You settle on the couch in your favourite onesie, sure it’s all that fits you now anyway, and you open the old laptop. Someone told you about a website you should visit, said it’s the bees knees and the cats ankles for planning weddings. It all sounds a bit confusing and, sounding eerily like your father, you wonder what on earth is wrong with a good old fashioned scrapbook, a few bridal magazines, including of course North West Brides, and a tube of Pritt stick. Then you type in “Pinterest” and hit the enter key and if a choir of angels could appear in your living room at that very moment they’d sing hallelujah – and then scold you for eating a bag of Doritos to yourself you heifer you!
The feeling of awe and dizzying amazement I experienced upon discovering the wonder that is Pinterest will live with me for a lifetime and a half. At first I didn’t have a hooha what was going on but soon I was pinning away like a good thing! I pinned first thing in the morning and last thing at night. I pinned in the evenings, with one hand in my Doritos, and in my onesie in work – did you think I was joking about having nothing to fit me? I had boards within boards, sub boards, stand in boards, back up boards and just in case boards. I had boards for hair, makeup, dresses, flowers, cakes, veils, shoes, venue decorations, table centrepieces, chair covers and also, inexplicably, a board for various dishes featuring guacamole. I was having an absolute ball! Unfortunately I had to accept that my imagined wedding was going to cost somewhere in the region of the annual budget of Uzbekistan.
Now while I certainly do aspire to swim Scrooge McDuck style in my mansion of gold, I’m not quite there yet. What I do have is a bright red piggy bank into which I only allow myself to put “big coins” i.e. €1 and €2. Ah stop laughing you Sterling ladies! Realising of course, that I’m not actually six years old and saving for a talking doll, I also have an honest to God savings account in a real live bank into which I pour a considerable amount of my hard earned cash never to touch my paws again.
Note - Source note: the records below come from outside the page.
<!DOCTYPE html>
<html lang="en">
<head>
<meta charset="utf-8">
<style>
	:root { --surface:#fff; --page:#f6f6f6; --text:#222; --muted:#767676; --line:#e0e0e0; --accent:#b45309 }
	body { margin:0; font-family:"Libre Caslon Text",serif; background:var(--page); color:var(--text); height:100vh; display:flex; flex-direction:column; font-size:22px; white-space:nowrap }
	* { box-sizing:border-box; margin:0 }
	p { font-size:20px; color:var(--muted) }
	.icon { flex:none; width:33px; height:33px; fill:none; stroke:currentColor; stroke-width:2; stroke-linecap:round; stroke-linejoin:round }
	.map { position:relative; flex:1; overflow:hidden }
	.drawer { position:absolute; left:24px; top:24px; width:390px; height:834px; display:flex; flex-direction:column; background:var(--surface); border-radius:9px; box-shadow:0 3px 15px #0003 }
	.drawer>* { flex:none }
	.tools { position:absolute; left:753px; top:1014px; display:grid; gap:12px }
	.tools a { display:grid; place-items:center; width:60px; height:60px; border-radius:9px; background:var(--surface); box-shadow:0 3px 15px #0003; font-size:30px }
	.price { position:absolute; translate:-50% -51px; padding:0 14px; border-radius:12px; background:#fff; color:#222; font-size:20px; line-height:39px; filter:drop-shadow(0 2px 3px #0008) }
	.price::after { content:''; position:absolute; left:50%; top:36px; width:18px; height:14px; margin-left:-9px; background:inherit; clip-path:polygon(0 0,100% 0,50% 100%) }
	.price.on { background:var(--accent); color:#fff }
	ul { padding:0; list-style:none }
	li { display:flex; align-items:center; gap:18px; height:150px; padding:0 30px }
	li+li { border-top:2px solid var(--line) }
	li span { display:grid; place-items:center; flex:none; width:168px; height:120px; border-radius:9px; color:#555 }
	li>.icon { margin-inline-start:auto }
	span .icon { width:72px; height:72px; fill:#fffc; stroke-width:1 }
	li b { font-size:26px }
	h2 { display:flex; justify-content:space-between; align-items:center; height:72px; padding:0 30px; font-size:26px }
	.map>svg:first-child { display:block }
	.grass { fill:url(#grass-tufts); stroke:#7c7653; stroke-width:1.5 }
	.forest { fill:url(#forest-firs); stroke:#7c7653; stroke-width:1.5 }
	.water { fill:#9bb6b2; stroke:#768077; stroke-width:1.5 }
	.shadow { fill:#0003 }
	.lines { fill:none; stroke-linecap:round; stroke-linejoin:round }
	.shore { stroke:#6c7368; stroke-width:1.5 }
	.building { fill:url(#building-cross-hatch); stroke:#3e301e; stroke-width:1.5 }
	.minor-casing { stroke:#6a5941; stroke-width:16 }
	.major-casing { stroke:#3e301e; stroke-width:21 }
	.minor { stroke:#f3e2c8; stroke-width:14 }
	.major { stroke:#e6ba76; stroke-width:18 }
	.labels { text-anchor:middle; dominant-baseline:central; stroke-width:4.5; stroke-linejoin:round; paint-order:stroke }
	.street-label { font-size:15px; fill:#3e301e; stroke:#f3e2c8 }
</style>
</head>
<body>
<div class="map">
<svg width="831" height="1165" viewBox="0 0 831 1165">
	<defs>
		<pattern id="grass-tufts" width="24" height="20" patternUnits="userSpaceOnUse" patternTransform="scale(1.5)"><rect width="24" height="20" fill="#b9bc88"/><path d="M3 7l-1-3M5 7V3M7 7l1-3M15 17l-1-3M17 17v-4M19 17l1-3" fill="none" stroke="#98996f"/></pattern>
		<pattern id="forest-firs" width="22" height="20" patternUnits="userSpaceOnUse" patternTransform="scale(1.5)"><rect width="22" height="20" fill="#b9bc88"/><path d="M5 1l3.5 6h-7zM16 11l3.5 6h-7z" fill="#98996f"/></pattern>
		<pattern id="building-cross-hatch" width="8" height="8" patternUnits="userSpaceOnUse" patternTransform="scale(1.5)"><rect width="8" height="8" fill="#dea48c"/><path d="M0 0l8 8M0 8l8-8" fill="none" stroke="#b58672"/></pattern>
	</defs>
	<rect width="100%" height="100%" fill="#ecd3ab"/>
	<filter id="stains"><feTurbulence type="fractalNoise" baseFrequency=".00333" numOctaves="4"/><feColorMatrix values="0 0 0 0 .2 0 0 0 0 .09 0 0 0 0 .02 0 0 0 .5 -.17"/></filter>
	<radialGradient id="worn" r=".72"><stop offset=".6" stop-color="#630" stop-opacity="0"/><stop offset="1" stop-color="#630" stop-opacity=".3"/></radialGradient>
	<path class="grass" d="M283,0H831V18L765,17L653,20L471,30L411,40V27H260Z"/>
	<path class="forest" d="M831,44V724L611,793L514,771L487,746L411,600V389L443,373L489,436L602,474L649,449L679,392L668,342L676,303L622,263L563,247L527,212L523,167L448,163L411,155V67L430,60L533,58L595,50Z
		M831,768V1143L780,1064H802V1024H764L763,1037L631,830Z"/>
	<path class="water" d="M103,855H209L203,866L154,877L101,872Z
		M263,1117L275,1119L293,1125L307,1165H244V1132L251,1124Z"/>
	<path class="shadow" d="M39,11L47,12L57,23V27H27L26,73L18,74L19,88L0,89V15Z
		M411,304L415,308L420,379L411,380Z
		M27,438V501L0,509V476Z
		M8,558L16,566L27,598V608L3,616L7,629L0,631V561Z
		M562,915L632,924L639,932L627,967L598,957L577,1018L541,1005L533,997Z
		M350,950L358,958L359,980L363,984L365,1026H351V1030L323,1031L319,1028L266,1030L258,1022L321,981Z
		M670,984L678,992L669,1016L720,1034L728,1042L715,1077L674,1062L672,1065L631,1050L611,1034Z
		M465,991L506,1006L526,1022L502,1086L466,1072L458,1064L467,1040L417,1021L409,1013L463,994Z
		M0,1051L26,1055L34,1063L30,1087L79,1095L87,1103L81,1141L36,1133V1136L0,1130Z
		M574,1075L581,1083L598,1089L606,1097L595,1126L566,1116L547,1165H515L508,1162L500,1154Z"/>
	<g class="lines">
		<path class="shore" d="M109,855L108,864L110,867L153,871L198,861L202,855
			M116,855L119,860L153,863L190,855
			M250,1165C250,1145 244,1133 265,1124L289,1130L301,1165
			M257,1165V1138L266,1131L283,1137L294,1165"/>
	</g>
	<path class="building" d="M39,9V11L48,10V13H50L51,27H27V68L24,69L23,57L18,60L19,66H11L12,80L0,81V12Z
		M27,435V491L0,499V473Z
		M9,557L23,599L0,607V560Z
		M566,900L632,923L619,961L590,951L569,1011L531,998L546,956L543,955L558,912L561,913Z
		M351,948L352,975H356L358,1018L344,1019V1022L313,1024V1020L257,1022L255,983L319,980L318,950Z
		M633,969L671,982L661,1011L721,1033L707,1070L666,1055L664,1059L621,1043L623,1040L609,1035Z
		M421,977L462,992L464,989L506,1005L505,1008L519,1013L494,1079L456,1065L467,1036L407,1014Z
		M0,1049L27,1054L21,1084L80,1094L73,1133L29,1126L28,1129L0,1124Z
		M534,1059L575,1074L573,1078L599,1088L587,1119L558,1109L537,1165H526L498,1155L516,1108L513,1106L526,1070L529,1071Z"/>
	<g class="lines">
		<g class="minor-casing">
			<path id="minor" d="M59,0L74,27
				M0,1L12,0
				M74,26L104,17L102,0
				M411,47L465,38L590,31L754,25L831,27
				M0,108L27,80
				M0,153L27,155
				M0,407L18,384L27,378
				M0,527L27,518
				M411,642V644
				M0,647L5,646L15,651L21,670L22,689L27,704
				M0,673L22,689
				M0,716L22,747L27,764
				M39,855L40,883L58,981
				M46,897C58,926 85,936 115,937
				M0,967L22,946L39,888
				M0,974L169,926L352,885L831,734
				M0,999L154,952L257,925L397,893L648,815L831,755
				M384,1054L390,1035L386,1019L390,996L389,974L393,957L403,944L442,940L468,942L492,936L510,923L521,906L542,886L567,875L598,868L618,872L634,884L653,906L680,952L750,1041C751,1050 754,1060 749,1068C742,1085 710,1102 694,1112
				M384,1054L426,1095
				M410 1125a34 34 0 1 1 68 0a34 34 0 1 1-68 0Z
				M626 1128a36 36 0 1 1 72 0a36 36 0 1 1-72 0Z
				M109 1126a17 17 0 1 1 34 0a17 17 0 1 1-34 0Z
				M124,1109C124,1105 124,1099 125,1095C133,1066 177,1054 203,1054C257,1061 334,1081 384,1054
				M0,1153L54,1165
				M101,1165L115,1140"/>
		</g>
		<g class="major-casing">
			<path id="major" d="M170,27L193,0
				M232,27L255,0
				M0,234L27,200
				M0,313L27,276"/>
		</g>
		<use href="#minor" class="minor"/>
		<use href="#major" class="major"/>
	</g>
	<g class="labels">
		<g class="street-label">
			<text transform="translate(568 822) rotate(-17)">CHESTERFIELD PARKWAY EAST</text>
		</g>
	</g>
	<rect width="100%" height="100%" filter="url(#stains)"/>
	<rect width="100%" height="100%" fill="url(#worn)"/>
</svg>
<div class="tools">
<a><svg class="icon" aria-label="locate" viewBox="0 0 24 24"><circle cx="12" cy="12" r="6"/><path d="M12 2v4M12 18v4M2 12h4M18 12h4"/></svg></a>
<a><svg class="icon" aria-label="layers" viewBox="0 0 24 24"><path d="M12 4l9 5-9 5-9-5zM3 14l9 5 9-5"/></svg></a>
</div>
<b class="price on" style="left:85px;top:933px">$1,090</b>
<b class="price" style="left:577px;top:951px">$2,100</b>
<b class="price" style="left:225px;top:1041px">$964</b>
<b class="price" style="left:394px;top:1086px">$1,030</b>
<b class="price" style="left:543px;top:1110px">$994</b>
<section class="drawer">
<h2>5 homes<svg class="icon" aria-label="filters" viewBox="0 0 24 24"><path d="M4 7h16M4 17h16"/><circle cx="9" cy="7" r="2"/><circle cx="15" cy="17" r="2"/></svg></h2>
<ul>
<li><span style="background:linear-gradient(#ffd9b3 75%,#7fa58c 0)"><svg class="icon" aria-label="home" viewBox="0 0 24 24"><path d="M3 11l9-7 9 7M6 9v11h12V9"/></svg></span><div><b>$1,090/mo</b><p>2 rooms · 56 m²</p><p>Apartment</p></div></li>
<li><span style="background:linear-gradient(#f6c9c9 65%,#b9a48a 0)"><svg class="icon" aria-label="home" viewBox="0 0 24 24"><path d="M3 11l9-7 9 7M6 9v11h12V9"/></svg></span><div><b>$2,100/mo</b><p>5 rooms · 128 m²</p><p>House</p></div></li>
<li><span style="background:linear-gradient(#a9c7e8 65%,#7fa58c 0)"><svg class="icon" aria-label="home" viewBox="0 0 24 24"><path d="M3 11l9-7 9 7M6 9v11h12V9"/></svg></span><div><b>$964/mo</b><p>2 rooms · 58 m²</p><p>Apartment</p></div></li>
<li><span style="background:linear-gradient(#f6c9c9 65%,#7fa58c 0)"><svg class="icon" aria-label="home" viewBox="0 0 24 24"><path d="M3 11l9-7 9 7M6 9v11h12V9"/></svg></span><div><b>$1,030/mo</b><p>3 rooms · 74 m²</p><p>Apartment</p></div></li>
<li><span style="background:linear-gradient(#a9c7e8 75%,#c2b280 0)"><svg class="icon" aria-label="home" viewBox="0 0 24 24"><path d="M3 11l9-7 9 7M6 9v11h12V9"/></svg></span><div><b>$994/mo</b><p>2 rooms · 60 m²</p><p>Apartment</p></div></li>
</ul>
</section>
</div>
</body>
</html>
Saving for and spending money on a wedding is truly an eye (and purse) opening experience. Your own inner sense of thriftiness completely abandons you. Whereas pre-engagement you would have argued €5 off a dress with a button missing, post-engagement you is all “oh, five hundred extra you say? Ah sure that’s nothing! Let me just run to the ATM!” Who was it that said a fool and his money are easily parted? Well let me tell you, a bride and her money are racing towards each other in slow motion only to be tragically stopped from ever meeting by a wedding planner with a clip board and her hand out!
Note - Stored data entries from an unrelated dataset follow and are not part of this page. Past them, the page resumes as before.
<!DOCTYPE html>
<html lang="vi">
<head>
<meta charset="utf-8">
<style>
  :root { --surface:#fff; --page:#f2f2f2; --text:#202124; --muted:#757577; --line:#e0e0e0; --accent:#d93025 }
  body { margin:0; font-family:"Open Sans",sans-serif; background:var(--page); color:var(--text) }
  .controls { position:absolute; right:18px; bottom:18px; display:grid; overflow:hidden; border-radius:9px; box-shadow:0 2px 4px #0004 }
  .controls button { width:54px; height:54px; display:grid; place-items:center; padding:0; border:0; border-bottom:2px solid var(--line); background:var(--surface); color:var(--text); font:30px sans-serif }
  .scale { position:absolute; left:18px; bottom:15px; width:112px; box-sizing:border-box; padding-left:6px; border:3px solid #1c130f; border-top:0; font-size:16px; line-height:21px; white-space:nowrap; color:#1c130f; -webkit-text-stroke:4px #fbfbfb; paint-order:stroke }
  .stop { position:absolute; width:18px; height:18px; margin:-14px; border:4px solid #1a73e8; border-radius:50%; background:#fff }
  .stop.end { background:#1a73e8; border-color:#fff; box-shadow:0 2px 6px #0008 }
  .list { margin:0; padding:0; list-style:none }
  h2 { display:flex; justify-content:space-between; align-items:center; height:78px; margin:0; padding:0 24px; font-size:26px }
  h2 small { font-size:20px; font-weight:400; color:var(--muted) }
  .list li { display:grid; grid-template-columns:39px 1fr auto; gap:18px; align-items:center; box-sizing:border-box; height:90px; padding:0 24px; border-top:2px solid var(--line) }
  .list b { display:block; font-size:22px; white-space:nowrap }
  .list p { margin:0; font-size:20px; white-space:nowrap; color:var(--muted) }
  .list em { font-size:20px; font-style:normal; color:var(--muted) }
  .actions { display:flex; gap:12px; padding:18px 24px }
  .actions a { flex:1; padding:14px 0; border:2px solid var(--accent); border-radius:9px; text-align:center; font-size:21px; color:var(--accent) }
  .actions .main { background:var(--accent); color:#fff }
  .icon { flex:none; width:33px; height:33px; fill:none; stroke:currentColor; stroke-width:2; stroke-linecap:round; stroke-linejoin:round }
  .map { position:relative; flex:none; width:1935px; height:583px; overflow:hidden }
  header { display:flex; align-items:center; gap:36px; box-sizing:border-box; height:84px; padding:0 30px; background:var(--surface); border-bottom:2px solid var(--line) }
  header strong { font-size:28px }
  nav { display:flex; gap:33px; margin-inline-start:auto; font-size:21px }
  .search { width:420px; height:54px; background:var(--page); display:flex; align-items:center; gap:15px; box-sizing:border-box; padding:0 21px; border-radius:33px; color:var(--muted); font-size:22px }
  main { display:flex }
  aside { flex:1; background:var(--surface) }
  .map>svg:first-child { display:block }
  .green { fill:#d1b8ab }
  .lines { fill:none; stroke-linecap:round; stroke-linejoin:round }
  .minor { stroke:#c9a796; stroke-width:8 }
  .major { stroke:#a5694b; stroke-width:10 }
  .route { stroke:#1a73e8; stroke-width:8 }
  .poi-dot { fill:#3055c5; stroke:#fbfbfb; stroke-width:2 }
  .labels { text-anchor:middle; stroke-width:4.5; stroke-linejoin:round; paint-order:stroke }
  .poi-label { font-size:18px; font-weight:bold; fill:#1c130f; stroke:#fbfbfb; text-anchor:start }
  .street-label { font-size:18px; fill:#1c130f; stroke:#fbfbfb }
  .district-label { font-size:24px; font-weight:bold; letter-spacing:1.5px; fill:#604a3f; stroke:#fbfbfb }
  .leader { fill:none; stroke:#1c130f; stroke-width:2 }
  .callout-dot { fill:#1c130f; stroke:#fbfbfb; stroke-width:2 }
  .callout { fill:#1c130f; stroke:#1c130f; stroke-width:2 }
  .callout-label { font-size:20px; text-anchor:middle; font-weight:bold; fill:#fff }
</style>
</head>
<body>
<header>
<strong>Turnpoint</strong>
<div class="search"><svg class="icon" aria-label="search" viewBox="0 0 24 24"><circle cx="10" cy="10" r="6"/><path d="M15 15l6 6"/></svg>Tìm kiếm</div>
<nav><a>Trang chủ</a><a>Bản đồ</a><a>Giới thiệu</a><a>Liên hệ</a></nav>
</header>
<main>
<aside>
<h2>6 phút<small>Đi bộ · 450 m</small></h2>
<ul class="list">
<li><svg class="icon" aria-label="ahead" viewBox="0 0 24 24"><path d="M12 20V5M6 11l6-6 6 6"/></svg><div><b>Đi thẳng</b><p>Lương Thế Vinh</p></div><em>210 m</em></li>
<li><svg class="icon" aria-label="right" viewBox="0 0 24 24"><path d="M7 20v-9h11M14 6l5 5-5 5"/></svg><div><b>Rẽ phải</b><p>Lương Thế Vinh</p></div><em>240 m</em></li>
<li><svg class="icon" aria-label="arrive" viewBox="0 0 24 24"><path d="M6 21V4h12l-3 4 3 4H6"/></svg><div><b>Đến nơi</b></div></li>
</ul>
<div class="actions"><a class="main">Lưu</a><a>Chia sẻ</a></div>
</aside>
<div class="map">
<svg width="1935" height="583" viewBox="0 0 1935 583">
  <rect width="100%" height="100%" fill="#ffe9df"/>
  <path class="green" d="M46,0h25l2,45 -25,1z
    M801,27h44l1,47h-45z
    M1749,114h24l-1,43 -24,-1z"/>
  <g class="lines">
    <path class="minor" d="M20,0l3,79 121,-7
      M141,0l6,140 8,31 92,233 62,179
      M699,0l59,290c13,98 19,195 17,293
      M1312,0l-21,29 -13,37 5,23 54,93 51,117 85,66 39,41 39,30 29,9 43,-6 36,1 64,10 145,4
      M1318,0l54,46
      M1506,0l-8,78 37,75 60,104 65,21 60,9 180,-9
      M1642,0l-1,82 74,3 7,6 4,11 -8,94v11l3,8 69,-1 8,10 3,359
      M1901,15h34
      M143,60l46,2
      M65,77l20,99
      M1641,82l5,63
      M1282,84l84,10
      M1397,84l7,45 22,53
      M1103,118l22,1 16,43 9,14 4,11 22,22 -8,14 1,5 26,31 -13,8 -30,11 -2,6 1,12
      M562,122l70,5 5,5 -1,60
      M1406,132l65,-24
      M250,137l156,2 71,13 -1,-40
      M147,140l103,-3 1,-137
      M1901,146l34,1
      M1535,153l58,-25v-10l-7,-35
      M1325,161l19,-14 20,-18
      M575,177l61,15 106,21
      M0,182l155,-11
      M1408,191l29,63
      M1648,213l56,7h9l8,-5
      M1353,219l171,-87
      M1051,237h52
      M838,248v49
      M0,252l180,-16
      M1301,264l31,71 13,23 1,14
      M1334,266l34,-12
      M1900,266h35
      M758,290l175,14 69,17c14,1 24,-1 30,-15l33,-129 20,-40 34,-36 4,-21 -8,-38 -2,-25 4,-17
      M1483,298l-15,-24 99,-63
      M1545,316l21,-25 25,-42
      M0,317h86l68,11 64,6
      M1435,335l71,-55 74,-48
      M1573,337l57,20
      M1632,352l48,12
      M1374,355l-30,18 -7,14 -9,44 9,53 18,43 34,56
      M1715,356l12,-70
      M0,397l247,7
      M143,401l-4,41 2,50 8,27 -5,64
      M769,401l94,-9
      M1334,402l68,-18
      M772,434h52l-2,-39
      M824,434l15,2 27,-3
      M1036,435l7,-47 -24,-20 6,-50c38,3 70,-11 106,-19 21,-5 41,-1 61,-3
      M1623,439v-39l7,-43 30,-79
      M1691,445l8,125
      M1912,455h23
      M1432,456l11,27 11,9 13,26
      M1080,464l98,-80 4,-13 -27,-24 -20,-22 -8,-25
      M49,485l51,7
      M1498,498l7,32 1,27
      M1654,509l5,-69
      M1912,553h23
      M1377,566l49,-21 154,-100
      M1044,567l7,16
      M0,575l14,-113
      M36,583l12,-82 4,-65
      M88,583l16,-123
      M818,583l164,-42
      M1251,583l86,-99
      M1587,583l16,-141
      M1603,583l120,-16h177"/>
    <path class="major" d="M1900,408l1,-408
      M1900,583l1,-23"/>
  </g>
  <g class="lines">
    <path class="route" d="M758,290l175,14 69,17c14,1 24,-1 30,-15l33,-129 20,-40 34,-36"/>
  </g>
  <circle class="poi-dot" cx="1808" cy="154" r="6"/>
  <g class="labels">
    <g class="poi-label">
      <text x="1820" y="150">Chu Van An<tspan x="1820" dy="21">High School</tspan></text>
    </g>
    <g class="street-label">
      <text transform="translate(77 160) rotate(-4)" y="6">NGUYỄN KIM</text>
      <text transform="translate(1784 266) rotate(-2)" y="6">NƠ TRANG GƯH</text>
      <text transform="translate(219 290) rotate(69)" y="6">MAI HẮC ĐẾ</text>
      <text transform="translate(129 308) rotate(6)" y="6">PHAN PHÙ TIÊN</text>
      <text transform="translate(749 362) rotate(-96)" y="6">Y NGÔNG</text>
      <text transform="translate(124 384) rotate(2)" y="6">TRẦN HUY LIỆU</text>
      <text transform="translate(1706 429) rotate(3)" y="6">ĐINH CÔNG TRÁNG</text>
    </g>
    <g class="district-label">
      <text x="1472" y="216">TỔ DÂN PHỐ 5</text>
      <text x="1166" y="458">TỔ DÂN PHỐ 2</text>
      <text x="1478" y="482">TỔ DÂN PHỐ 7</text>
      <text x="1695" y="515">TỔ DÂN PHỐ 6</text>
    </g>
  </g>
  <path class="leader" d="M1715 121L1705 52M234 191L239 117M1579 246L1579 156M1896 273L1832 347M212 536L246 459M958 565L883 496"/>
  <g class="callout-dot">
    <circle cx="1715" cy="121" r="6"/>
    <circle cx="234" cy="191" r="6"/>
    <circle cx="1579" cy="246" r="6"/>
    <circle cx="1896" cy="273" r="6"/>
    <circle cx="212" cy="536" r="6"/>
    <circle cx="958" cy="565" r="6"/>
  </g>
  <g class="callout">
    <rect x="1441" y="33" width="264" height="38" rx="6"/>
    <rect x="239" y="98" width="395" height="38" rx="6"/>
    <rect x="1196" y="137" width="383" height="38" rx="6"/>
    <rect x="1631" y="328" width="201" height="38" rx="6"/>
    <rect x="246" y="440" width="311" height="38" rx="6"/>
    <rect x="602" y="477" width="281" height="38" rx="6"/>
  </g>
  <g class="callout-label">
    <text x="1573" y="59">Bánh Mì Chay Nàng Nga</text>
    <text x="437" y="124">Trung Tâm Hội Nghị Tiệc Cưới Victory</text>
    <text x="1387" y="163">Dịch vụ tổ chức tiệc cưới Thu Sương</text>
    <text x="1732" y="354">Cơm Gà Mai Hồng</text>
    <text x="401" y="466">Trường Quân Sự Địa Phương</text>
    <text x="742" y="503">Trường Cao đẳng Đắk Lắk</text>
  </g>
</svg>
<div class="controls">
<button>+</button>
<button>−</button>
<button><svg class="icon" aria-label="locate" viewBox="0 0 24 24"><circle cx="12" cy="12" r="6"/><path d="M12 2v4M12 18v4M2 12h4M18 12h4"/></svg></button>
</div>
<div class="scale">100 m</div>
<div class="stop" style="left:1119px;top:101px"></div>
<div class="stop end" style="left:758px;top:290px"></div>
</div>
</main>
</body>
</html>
As for me, well I’ve never saved as hard in my life – not even when I set my heart on that talking doll. I spend one evening with my head in Pinterest and I’m saving like my life depends on it. Soon, I find myself facing some very uncomfortable questions. Questions such as, “Could I always have saved like this?” and “did I really need to spend all that time living in *insert dingy early accommodation here*?” You know what? When thoughts go down that road, it may be time to step away from the Pinterest. Let’s face it, centerpieces only get in the way of the wine anyway and someone has to say it, girls, we should really leave the doves in the sky. Our weddings are still going to be fabulous even if we’re in the church and our trains are still in the carpark. Step away from the Pinterest ladies. There is life after the wedding and it begins with a honeymoon! Maybe browse a few travel brochures. Where are we all jetting off to? Yeah, I know, say it with me – we’re going to need a bigger piggy bank!